WHAT YOU SHOULD DO: Return exactly those lines of the material below that fall between the line holding "width:78px; height:78px; stroke-width:2.5" and the line holding "margin-top:auto; padding:12px 24px", inclusive.

DATA TO USE:
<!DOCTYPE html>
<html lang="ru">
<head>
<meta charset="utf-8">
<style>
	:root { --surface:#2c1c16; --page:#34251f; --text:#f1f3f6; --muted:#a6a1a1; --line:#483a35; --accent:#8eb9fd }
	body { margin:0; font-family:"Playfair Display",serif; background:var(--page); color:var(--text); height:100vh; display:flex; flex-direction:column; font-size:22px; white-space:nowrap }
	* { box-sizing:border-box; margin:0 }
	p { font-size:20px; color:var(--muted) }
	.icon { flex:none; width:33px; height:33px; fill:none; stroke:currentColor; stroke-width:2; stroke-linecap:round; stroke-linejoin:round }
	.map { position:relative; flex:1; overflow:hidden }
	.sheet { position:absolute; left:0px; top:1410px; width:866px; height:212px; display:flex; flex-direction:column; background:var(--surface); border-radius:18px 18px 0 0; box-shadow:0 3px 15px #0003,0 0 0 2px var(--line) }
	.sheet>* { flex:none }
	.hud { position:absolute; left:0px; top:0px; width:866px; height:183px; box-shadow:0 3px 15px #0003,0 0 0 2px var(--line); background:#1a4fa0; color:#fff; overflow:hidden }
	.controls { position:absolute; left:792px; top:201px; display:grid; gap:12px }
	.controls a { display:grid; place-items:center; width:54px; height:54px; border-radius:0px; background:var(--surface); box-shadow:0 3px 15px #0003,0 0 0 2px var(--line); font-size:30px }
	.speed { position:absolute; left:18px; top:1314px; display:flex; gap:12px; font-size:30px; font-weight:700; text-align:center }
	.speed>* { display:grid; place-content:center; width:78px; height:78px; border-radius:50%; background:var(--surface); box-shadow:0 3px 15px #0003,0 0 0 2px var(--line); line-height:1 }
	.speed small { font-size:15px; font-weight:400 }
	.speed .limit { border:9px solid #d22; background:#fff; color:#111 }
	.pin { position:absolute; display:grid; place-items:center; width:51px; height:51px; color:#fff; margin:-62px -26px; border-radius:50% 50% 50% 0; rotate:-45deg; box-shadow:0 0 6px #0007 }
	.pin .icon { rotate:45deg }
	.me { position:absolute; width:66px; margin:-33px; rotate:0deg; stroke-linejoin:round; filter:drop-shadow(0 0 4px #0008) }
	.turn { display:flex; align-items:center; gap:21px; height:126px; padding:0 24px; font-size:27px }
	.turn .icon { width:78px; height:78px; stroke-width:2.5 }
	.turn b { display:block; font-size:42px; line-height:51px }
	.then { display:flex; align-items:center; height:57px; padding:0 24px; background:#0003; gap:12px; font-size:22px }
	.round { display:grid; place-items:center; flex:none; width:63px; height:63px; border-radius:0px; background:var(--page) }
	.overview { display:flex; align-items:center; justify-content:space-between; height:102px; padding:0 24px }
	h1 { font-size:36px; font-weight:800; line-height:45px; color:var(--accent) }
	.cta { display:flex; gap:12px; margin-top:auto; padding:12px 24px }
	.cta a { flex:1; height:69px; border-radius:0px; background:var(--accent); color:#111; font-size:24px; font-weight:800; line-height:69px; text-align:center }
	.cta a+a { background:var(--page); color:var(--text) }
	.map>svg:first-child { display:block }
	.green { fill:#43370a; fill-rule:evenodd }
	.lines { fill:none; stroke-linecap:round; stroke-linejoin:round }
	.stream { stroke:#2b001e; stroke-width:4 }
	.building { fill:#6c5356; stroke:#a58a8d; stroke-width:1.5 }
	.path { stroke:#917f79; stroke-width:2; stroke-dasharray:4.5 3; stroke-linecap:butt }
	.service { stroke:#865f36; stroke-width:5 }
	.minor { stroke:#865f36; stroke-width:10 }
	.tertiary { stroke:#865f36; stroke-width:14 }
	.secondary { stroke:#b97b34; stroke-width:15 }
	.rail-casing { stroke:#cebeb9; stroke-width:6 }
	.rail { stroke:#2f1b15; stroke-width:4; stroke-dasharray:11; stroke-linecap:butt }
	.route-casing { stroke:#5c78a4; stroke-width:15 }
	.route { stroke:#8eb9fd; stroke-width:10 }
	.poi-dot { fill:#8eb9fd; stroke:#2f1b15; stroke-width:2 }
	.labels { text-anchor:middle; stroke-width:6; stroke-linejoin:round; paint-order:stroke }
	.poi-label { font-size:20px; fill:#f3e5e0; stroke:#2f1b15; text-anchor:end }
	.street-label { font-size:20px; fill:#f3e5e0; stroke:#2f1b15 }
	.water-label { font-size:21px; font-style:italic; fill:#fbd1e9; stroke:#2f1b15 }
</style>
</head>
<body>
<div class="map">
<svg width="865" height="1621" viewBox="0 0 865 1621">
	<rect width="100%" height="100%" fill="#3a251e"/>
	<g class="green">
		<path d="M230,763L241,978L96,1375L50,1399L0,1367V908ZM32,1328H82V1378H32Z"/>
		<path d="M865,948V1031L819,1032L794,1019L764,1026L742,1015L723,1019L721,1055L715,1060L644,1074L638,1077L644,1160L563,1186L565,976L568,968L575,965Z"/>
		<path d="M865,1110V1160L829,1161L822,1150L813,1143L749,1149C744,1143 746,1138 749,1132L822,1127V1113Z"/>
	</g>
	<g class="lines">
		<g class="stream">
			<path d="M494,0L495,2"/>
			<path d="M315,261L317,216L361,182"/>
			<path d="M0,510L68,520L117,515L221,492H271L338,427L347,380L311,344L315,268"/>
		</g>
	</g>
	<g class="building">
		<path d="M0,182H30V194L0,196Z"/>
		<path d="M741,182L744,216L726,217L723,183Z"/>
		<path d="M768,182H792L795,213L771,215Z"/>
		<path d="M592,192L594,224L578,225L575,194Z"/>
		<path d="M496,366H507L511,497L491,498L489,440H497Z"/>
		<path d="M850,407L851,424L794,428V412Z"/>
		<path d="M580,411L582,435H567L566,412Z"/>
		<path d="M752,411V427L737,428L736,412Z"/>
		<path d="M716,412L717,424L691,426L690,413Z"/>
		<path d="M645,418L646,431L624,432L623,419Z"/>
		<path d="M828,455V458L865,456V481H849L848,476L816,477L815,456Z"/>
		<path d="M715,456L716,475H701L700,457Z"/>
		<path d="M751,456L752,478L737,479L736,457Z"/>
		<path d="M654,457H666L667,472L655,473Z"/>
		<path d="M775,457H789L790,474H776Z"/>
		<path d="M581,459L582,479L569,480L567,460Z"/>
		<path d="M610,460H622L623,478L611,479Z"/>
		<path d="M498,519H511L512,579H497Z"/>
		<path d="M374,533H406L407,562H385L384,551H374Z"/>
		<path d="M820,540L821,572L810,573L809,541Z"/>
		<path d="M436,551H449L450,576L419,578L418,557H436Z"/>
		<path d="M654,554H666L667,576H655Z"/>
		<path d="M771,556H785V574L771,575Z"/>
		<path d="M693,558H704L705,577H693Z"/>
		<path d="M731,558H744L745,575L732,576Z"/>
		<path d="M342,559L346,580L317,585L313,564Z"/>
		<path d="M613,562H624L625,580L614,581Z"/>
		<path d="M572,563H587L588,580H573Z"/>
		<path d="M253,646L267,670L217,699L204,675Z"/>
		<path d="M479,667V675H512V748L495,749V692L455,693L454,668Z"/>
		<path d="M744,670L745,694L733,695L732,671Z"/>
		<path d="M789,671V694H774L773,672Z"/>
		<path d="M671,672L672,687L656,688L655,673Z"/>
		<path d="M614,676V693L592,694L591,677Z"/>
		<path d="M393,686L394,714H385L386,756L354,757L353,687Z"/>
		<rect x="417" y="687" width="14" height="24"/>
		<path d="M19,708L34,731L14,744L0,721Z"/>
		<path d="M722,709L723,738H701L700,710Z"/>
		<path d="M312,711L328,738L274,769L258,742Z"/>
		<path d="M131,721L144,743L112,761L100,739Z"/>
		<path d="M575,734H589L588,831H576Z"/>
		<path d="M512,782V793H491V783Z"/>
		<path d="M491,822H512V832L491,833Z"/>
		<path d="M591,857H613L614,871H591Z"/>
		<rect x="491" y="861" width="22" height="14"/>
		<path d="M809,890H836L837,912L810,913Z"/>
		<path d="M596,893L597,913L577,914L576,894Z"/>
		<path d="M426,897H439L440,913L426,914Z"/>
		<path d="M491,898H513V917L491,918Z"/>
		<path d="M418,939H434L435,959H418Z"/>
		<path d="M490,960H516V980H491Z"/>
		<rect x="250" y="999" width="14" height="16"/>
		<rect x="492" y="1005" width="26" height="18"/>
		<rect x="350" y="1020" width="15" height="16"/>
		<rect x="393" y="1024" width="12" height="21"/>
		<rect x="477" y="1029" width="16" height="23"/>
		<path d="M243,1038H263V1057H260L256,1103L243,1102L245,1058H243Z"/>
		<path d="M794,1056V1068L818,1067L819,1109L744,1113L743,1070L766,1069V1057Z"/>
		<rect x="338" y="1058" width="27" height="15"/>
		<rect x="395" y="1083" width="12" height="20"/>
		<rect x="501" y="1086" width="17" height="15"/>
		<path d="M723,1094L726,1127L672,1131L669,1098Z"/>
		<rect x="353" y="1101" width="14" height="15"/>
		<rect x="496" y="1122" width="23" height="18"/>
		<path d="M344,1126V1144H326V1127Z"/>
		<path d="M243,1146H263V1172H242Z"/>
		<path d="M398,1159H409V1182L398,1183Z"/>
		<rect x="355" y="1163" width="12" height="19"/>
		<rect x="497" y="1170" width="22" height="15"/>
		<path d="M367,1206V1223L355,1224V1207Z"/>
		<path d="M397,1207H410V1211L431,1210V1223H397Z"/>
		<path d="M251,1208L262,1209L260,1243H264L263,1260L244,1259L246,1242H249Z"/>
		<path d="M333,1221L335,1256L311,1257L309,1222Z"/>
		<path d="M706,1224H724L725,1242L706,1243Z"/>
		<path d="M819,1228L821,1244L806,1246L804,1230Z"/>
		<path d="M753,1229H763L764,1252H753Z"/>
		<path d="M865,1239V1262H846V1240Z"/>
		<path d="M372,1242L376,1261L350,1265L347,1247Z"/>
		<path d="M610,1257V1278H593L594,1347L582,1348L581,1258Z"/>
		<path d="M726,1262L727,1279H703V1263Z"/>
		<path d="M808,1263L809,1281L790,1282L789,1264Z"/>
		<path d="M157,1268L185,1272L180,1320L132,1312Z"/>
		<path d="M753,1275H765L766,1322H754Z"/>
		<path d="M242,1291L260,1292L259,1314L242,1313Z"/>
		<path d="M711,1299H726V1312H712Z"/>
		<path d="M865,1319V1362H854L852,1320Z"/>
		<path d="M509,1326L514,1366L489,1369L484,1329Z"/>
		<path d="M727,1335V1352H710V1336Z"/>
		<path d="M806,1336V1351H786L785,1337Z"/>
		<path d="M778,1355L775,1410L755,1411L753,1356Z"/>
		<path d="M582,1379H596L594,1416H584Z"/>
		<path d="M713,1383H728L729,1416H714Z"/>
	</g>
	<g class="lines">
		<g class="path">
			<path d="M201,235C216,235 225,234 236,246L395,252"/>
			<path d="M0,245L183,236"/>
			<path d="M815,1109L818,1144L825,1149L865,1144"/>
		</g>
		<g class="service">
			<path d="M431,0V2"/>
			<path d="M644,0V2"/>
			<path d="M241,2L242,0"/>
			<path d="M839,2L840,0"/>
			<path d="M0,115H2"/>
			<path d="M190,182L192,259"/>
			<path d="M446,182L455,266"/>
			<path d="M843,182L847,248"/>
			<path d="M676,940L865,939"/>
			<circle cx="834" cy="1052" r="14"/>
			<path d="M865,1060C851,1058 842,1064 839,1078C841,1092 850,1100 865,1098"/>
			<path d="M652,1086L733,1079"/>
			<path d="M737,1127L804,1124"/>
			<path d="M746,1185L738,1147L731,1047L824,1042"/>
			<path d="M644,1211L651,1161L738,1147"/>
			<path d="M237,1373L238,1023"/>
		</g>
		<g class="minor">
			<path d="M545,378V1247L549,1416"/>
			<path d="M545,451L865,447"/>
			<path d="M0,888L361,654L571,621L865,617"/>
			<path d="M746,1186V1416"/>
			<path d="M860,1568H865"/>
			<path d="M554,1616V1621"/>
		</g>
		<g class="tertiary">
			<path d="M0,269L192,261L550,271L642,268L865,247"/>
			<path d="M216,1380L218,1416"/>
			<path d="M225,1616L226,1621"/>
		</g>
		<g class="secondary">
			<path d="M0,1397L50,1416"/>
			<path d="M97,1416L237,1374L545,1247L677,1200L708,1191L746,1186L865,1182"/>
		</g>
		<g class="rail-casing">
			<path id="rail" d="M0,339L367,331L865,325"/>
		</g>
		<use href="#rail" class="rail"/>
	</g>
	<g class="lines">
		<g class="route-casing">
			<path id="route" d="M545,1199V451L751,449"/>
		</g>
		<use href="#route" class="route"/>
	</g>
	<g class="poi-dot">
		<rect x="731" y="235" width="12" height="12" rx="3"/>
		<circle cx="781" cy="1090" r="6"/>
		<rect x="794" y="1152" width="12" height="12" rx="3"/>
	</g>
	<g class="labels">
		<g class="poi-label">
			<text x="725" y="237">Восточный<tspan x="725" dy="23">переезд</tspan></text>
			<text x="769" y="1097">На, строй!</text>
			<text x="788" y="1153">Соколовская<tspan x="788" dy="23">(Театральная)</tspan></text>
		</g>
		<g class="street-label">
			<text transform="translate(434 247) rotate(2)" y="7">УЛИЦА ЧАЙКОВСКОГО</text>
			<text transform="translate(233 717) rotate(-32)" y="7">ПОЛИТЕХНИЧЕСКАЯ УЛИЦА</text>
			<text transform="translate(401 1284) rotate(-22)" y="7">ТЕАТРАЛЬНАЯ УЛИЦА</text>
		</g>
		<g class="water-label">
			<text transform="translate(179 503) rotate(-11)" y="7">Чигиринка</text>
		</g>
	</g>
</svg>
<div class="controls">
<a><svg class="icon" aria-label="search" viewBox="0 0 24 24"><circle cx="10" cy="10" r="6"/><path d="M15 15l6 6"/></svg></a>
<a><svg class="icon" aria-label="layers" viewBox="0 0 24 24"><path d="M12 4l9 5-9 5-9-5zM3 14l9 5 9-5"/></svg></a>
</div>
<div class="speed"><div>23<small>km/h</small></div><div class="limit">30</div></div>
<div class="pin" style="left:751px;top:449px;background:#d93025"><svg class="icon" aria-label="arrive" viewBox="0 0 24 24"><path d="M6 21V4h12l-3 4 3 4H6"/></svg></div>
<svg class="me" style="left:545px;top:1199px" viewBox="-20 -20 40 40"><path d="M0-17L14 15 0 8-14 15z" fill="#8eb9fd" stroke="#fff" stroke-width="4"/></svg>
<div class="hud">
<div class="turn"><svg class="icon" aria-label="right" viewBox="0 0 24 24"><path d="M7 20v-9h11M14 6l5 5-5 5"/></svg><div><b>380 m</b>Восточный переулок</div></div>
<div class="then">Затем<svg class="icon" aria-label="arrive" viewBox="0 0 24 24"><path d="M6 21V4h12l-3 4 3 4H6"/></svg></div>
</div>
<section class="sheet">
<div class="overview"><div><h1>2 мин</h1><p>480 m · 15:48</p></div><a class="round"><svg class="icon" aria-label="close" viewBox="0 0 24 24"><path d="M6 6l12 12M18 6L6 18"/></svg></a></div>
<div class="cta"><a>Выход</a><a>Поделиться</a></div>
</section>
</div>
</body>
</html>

==

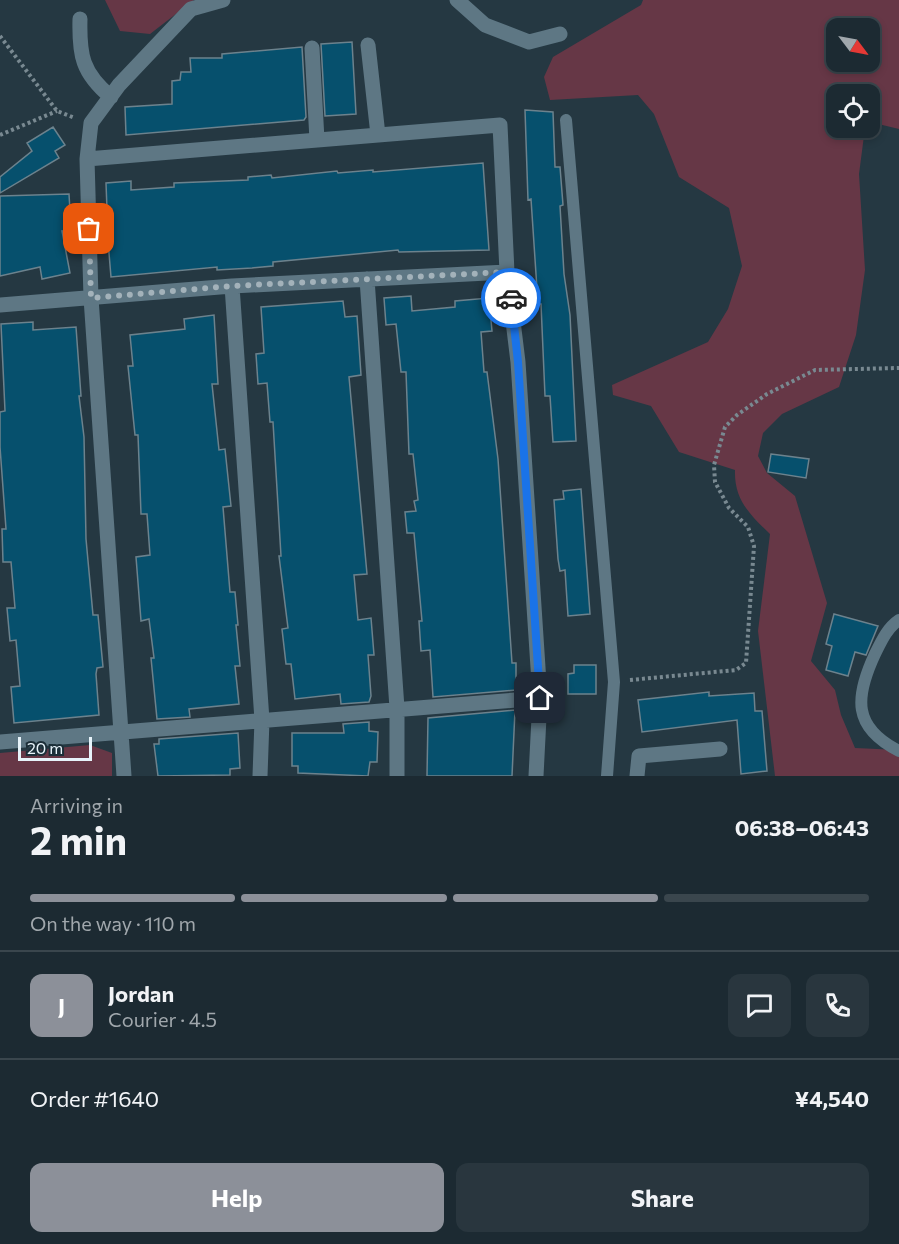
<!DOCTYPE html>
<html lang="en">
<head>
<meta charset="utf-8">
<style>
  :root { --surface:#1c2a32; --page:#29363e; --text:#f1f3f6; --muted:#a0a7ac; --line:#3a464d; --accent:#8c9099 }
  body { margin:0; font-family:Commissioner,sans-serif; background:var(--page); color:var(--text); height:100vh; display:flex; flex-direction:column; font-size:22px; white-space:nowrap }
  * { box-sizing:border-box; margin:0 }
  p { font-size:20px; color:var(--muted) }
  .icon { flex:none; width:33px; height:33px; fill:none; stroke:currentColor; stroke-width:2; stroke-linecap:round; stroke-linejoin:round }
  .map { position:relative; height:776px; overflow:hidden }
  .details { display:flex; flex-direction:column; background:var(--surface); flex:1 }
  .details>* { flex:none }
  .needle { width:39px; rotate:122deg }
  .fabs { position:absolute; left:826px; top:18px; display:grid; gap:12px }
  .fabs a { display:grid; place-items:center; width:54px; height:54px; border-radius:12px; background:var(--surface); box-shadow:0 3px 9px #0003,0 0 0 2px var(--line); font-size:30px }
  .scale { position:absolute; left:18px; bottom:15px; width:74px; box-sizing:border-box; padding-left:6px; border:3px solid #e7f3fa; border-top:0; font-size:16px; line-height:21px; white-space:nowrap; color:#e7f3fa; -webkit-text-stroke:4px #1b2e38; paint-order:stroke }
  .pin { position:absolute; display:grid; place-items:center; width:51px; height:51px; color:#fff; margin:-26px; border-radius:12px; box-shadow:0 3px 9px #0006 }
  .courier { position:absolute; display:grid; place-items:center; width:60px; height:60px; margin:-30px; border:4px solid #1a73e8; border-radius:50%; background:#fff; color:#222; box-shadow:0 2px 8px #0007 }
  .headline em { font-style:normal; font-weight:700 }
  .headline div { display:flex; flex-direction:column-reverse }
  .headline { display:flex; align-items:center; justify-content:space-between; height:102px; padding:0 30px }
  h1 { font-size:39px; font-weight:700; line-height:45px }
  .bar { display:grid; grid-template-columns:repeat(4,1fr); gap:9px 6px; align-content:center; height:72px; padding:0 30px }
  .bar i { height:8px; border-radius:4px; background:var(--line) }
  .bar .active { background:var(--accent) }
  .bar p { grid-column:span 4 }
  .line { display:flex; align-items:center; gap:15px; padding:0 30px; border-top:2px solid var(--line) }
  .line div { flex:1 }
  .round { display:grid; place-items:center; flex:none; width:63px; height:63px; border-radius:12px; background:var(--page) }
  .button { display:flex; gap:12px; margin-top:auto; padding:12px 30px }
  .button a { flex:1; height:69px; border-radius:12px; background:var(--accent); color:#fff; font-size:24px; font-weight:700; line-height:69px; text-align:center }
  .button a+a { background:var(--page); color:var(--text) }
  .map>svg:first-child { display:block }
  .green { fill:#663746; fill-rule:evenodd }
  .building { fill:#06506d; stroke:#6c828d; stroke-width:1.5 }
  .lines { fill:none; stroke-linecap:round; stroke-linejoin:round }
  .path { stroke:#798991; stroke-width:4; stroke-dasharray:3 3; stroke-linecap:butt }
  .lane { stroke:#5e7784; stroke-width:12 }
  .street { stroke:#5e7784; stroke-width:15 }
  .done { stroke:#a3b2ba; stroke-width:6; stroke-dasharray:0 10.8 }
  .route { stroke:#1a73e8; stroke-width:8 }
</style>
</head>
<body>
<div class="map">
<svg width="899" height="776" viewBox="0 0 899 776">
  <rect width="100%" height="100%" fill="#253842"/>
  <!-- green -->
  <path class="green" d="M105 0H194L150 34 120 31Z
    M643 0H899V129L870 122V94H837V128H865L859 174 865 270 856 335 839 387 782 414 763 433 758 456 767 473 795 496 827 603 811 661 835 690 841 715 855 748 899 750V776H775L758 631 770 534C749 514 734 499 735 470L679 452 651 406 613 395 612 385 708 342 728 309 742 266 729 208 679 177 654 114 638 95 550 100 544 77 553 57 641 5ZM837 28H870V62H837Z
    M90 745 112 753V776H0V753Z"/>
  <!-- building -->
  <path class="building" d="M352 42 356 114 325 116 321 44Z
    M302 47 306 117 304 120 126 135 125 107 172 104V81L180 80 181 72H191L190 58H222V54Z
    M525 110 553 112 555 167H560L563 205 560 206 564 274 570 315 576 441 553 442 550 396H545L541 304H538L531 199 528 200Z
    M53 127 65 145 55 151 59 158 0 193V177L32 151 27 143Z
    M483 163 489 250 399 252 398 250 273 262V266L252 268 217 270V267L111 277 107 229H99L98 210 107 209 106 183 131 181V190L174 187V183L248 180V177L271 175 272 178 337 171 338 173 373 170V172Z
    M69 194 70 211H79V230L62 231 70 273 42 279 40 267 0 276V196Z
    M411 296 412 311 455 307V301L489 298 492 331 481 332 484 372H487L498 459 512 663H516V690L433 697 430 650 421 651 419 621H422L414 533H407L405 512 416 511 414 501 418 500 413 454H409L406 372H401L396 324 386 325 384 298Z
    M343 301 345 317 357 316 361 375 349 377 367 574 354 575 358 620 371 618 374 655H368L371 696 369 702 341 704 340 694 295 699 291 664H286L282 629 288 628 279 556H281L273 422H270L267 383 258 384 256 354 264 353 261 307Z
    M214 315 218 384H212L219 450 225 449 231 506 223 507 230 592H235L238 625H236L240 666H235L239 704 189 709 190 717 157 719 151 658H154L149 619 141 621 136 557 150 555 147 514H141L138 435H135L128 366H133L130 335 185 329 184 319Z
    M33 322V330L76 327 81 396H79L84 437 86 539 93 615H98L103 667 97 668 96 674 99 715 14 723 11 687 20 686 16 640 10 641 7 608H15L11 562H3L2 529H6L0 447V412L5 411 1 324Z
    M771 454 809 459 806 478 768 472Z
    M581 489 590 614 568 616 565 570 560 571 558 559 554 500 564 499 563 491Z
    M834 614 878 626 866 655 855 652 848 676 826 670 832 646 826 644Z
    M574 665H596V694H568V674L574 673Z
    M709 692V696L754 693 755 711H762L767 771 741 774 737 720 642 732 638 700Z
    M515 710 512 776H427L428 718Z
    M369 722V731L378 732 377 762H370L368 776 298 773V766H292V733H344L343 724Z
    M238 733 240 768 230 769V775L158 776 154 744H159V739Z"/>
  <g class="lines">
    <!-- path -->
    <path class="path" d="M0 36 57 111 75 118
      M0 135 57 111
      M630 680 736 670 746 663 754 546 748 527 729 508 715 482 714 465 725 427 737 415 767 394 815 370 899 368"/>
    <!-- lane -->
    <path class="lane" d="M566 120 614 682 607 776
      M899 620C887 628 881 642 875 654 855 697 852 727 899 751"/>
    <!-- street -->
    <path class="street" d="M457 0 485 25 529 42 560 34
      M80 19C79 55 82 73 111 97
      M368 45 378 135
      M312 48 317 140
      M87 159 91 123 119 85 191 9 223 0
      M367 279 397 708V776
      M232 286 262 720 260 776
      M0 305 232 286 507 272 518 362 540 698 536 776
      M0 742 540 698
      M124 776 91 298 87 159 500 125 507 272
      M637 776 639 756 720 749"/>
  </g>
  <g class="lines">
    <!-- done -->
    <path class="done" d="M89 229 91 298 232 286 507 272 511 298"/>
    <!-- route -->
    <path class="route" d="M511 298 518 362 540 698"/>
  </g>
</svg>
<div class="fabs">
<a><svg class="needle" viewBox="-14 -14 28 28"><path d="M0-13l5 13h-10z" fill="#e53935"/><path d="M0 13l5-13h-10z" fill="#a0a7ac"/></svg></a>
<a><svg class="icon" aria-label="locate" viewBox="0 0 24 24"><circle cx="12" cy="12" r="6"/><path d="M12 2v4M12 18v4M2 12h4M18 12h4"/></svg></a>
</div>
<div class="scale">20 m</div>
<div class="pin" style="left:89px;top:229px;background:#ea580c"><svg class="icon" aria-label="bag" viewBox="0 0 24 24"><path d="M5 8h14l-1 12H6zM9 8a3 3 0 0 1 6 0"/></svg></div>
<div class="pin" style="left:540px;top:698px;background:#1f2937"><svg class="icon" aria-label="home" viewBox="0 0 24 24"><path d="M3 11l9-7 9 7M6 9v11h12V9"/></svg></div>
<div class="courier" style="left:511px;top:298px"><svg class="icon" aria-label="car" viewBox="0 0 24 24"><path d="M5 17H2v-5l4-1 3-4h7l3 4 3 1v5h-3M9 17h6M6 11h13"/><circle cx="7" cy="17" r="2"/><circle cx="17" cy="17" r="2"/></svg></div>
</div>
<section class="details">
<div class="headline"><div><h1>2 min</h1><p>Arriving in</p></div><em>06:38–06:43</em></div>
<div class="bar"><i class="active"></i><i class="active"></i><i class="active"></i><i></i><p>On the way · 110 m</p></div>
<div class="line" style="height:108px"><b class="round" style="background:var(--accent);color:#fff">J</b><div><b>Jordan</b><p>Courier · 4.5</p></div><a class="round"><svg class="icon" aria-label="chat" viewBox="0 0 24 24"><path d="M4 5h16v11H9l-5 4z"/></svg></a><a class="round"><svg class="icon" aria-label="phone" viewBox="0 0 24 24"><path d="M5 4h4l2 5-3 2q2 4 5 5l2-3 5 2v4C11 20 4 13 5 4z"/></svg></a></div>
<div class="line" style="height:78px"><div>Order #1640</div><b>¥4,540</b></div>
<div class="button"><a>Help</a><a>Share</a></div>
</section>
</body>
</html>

ANSWER TO THIS EXERCISE:
	.turn .icon { width:78px; height:78px; stroke-width:2.5 }
	.turn b { display:block; font-size:42px; line-height:51px }
	.then { display:flex; align-items:center; height:57px; padding:0 24px; background:#0003; gap:12px; font-size:22px }
	.round { display:grid; place-items:center; flex:none; width:63px; height:63px; border-radius:0px; background:var(--page) }
	.overview { display:flex; align-items:center; justify-content:space-between; height:102px; padding:0 24px }
	h1 { font-size:36px; font-weight:800; line-height:45px; color:var(--accent) }
	.cta { display:flex; gap:12px; margin-top:auto; padding:12px 24px }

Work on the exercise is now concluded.